__What you will do__
Using the records below, give again exactly the lines from the line that contains "Task: Build a" through the line that contains "I am building", both ends included, and only those.

(Saved entries)

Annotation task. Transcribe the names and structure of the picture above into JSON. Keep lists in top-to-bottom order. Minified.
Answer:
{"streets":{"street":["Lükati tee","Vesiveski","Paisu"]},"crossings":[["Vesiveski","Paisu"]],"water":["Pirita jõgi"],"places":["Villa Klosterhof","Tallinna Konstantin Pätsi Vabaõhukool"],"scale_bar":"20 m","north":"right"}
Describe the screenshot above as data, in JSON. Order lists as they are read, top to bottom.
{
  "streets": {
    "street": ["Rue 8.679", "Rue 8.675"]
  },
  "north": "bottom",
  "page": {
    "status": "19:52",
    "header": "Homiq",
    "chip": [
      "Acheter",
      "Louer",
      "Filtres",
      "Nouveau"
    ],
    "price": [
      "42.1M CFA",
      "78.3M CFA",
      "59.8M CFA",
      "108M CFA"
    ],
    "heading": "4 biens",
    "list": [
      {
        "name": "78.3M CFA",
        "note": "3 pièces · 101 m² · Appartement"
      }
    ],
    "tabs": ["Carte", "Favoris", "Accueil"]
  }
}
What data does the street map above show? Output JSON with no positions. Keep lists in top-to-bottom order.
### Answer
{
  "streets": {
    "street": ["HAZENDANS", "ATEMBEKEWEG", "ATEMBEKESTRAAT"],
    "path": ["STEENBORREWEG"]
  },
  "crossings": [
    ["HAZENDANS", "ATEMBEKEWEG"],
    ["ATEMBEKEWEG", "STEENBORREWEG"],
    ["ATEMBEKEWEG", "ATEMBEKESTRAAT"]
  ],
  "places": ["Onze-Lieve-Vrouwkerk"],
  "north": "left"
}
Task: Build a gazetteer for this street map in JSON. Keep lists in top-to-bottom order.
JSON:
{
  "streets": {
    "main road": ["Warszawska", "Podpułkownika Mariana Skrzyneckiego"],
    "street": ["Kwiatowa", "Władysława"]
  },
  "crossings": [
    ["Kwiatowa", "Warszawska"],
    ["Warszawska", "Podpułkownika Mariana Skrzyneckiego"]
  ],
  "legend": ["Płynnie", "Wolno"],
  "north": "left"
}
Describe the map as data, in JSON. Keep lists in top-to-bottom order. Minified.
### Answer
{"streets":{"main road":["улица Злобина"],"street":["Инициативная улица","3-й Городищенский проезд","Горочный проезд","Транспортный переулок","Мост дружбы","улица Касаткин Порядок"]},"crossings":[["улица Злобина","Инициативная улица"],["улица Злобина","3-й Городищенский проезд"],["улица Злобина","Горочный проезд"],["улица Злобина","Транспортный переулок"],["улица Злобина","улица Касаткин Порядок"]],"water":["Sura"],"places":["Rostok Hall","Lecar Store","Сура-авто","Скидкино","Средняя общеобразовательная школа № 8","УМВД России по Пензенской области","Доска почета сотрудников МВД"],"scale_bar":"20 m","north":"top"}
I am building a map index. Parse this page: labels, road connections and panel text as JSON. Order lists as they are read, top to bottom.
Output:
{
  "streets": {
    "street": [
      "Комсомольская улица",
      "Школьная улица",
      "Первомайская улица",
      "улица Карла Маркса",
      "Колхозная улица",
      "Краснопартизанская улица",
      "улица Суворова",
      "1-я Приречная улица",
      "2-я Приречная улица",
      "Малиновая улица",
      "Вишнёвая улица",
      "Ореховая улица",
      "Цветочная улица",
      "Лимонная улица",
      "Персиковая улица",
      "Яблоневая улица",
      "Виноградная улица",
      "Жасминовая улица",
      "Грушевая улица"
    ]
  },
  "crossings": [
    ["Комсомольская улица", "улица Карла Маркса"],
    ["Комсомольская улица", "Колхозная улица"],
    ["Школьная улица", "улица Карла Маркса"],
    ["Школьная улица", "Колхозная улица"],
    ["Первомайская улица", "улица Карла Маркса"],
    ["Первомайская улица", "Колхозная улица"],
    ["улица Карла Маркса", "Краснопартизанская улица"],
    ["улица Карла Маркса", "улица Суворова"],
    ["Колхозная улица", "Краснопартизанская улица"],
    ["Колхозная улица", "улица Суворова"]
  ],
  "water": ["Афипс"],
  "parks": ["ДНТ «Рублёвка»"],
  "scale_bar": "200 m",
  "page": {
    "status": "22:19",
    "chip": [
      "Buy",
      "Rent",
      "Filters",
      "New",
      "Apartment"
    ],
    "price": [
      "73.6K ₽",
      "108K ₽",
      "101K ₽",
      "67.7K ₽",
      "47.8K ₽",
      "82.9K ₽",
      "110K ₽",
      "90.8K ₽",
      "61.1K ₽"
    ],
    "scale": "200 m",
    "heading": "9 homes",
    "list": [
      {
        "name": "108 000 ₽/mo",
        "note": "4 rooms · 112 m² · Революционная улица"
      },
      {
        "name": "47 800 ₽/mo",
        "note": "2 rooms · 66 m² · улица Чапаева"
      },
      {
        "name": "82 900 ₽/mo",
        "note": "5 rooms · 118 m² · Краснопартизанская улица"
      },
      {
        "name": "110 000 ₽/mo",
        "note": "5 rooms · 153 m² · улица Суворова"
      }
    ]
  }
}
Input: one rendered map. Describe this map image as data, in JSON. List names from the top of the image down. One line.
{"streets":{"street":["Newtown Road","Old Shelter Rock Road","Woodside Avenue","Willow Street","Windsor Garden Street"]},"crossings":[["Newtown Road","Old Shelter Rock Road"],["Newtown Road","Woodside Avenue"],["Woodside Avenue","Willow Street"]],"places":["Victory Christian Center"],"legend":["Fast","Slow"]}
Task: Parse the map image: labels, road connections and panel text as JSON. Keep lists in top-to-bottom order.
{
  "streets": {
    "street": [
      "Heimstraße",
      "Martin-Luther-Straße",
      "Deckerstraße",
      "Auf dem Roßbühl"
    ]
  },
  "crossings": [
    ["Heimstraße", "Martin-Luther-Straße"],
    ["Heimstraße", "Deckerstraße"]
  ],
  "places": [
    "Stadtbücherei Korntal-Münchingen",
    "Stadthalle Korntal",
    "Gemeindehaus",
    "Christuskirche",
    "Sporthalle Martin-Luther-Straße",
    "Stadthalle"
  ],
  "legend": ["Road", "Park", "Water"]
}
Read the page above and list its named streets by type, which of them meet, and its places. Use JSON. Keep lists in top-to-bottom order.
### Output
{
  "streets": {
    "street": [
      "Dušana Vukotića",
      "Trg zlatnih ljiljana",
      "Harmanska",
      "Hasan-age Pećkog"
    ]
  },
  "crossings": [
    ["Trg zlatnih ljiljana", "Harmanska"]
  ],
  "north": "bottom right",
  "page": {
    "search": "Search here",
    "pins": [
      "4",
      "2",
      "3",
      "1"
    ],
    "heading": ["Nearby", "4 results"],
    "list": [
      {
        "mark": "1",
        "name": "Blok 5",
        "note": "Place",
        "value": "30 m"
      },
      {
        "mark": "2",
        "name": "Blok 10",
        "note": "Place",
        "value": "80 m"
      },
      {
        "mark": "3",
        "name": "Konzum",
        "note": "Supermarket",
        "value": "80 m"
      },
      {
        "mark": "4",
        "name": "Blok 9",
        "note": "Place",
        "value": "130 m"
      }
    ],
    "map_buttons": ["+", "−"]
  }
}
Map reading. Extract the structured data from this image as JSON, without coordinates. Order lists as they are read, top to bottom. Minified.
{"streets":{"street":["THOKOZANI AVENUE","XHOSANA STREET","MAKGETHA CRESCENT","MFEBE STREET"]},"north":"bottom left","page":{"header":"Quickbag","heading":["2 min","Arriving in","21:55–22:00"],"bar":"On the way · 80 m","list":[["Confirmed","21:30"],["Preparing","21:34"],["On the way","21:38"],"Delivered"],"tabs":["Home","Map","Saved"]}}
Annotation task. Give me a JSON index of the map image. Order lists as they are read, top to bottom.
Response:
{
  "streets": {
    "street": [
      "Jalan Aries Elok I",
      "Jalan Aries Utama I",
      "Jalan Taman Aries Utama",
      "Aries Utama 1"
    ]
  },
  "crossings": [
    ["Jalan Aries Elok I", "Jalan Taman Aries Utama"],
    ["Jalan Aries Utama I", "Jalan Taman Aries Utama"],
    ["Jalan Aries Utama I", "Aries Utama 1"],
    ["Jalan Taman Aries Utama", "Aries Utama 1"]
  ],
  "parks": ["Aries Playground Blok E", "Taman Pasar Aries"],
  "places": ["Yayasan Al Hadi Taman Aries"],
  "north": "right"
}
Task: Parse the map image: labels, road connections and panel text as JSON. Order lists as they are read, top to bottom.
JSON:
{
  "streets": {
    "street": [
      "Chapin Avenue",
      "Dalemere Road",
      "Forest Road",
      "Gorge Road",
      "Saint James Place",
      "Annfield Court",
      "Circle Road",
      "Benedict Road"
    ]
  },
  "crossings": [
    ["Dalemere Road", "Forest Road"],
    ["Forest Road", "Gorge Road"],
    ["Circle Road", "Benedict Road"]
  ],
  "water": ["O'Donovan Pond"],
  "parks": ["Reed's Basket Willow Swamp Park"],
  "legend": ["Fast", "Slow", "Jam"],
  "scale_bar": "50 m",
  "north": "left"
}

__Answer space__
Task: Build a gazetteer for this street map in JSON. Keep lists in top-to-bottom order.
JSON:
{
  "streets": {
    "main road": ["Warszawska", "Podpułkownika Mariana Skrzyneckiego"],
    "street": ["Kwiatowa", "Władysława"]
  },
  "crossings": [
    ["Kwiatowa", "Warszawska"],
    ["Warszawska", "Podpułkownika Mariana Skrzyneckiego"]
  ],
  "legend": ["Płynnie", "Wolno"],
  "north": "left"
}
Describe the map as data, in JSON. Keep lists in top-to-bottom order. Minified.
### Answer
{"streets":{"main road":["улица Злобина"],"street":["Инициативная улица","3-й Городищенский проезд","Горочный проезд","Транспортный переулок","Мост дружбы","улица Касаткин Порядок"]},"crossings":[["улица Злобина","Инициативная улица"],["улица Злобина","3-й Городищенский проезд"],["улица Злобина","Горочный проезд"],["улица Злобина","Транспортный переулок"],["улица Злобина","улица Касаткин Порядок"]],"water":["Sura"],"places":["Rostok Hall","Lecar Store","Сура-авто","Скидкино","Средняя общеобразовательная школа № 8","УМВД России по Пензенской области","Доска почета сотрудников МВД"],"scale_bar":"20 m","north":"top"}
I am building a map index. Parse this page: labels, road connections and panel text as JSON. Order lists as they are read, top to bottom.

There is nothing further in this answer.